[What you need to do]
Output nothing but the lines from the first line of the entries to the line with "inset:0; background:#3d3e5f; transform-origin:0", inclusive, exactly as they read.

┌─ Input data

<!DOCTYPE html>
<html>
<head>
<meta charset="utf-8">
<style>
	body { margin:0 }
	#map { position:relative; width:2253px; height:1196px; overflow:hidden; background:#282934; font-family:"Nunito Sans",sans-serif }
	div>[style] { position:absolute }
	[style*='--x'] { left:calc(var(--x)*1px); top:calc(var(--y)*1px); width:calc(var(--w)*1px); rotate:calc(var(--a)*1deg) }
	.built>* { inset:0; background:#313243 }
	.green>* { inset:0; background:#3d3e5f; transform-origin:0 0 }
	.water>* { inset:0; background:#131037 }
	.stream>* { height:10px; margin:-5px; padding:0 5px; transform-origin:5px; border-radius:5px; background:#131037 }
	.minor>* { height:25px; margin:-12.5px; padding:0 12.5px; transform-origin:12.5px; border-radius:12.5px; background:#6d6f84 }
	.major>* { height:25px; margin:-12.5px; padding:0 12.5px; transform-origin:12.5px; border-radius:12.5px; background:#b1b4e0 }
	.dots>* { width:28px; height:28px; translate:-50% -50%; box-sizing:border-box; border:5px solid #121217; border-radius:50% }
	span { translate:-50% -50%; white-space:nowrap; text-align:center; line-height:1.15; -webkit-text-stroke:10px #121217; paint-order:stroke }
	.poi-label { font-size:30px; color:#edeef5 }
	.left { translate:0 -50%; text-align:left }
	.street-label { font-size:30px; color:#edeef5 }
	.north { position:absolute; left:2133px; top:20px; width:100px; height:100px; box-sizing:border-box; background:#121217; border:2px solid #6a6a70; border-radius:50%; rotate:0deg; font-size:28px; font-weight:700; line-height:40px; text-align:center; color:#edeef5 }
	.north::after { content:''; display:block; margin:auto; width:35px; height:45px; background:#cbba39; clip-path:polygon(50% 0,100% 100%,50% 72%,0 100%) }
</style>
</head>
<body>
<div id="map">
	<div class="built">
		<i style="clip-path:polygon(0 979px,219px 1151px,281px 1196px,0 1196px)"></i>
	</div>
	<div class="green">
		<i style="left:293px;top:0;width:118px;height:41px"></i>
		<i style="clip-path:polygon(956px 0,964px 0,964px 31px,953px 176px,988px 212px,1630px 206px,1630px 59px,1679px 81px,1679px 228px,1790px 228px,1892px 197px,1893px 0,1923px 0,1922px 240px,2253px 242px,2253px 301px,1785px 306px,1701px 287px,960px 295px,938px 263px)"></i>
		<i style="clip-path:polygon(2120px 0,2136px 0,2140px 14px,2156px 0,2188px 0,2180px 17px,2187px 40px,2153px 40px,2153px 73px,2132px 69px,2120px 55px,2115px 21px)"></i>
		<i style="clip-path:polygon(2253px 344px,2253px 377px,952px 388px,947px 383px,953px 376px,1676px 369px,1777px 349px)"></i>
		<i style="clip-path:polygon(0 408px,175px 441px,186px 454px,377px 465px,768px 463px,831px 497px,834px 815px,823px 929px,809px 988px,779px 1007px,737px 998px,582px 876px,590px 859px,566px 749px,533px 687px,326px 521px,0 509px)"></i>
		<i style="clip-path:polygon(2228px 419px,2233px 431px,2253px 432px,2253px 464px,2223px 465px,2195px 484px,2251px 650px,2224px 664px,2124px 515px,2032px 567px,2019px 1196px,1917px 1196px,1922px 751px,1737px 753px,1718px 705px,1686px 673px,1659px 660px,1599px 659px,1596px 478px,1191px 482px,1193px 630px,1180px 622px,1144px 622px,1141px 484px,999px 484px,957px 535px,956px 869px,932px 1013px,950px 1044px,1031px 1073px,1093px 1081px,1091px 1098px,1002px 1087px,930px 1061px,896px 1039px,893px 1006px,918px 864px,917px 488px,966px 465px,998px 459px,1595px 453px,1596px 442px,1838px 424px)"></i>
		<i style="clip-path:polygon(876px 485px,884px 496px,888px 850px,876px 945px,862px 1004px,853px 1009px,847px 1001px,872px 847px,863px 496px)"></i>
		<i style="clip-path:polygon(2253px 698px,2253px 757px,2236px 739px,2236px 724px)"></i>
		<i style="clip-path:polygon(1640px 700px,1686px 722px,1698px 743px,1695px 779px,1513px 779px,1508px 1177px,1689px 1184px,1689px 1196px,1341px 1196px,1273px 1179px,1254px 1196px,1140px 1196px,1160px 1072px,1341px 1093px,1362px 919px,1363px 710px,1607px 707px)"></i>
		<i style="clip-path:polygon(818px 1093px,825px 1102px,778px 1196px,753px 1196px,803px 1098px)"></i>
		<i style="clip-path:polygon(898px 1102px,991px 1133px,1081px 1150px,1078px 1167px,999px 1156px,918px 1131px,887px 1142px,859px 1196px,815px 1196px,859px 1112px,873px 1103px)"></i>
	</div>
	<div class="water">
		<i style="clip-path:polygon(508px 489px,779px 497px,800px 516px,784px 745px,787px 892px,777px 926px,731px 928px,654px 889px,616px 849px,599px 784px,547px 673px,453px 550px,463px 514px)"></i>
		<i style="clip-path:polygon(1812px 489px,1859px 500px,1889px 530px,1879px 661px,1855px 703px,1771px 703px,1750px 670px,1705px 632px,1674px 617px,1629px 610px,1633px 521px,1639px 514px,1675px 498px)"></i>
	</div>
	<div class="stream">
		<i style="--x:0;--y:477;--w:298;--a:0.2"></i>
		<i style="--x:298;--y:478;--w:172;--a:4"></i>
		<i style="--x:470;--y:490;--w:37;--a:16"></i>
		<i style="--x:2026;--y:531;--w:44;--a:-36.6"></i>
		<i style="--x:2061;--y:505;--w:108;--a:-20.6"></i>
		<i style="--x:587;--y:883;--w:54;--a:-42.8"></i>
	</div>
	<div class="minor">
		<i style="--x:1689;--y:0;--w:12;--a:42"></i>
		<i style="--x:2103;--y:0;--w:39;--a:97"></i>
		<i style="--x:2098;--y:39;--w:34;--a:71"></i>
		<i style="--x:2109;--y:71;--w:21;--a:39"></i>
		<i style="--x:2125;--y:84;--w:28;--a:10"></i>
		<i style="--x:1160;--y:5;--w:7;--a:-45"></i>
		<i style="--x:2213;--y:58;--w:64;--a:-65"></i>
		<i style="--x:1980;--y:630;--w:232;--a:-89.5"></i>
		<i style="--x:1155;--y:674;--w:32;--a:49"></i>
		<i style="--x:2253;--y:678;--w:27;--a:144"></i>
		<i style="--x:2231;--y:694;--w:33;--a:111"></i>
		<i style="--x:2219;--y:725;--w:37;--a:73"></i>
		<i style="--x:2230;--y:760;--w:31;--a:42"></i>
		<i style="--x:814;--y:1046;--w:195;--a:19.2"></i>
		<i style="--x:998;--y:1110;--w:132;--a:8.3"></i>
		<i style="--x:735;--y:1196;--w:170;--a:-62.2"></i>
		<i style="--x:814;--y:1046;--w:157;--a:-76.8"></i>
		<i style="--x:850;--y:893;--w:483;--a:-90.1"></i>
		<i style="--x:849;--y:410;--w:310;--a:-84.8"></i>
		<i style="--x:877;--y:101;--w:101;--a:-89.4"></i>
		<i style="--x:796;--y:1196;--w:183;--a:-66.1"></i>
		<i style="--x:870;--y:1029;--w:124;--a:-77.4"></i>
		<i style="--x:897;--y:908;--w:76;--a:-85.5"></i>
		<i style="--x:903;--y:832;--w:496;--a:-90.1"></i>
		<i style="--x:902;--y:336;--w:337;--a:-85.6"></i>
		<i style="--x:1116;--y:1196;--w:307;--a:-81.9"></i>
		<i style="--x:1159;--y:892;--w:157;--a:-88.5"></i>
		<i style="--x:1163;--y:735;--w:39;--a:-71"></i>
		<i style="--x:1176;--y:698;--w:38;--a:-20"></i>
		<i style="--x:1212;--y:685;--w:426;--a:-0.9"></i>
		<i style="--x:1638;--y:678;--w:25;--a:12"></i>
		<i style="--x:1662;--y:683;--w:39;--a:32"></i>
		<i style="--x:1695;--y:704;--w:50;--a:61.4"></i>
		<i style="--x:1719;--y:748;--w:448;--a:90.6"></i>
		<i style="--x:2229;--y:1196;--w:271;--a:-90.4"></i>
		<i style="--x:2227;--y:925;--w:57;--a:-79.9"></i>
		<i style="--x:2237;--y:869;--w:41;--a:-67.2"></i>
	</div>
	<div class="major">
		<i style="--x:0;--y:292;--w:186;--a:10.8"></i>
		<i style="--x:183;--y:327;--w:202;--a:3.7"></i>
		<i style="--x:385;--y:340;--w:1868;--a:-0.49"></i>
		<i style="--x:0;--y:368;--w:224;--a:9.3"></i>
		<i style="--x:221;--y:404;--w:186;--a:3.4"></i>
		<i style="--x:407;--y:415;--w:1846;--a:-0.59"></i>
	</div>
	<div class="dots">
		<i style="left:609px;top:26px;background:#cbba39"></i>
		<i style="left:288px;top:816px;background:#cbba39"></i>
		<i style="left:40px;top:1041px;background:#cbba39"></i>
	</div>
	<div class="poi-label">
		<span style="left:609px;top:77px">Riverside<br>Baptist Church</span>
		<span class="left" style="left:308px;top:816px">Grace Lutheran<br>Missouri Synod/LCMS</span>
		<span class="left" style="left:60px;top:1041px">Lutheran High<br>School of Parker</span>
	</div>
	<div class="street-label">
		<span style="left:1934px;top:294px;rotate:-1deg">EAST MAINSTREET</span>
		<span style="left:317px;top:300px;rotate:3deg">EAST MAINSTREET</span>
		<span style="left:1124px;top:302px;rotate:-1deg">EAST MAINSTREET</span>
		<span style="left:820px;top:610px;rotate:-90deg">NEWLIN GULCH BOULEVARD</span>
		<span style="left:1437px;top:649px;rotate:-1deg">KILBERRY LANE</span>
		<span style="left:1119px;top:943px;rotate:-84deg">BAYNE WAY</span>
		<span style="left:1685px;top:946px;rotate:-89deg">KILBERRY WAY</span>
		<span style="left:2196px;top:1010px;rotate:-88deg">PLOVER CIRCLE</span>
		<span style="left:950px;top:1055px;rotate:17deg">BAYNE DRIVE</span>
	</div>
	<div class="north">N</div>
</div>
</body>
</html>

└─

[Exercise output]
<!DOCTYPE html>
<html>
<head>
<meta charset="utf-8">
<style>
	body { margin:0 }
	#map { position:relative; width:2253px; height:1196px; overflow:hidden; background:#282934; font-family:"Nunito Sans",sans-serif }
	div>[style] { position:absolute }
	[style*='--x'] { left:calc(var(--x)*1px); top:calc(var(--y)*1px); width:calc(var(--w)*1px); rotate:calc(var(--a)*1deg) }
	.built>* { inset:0; background:#313243 }
	.green>* { inset:0; background:#3d3e5f; transform-origin:0 0 }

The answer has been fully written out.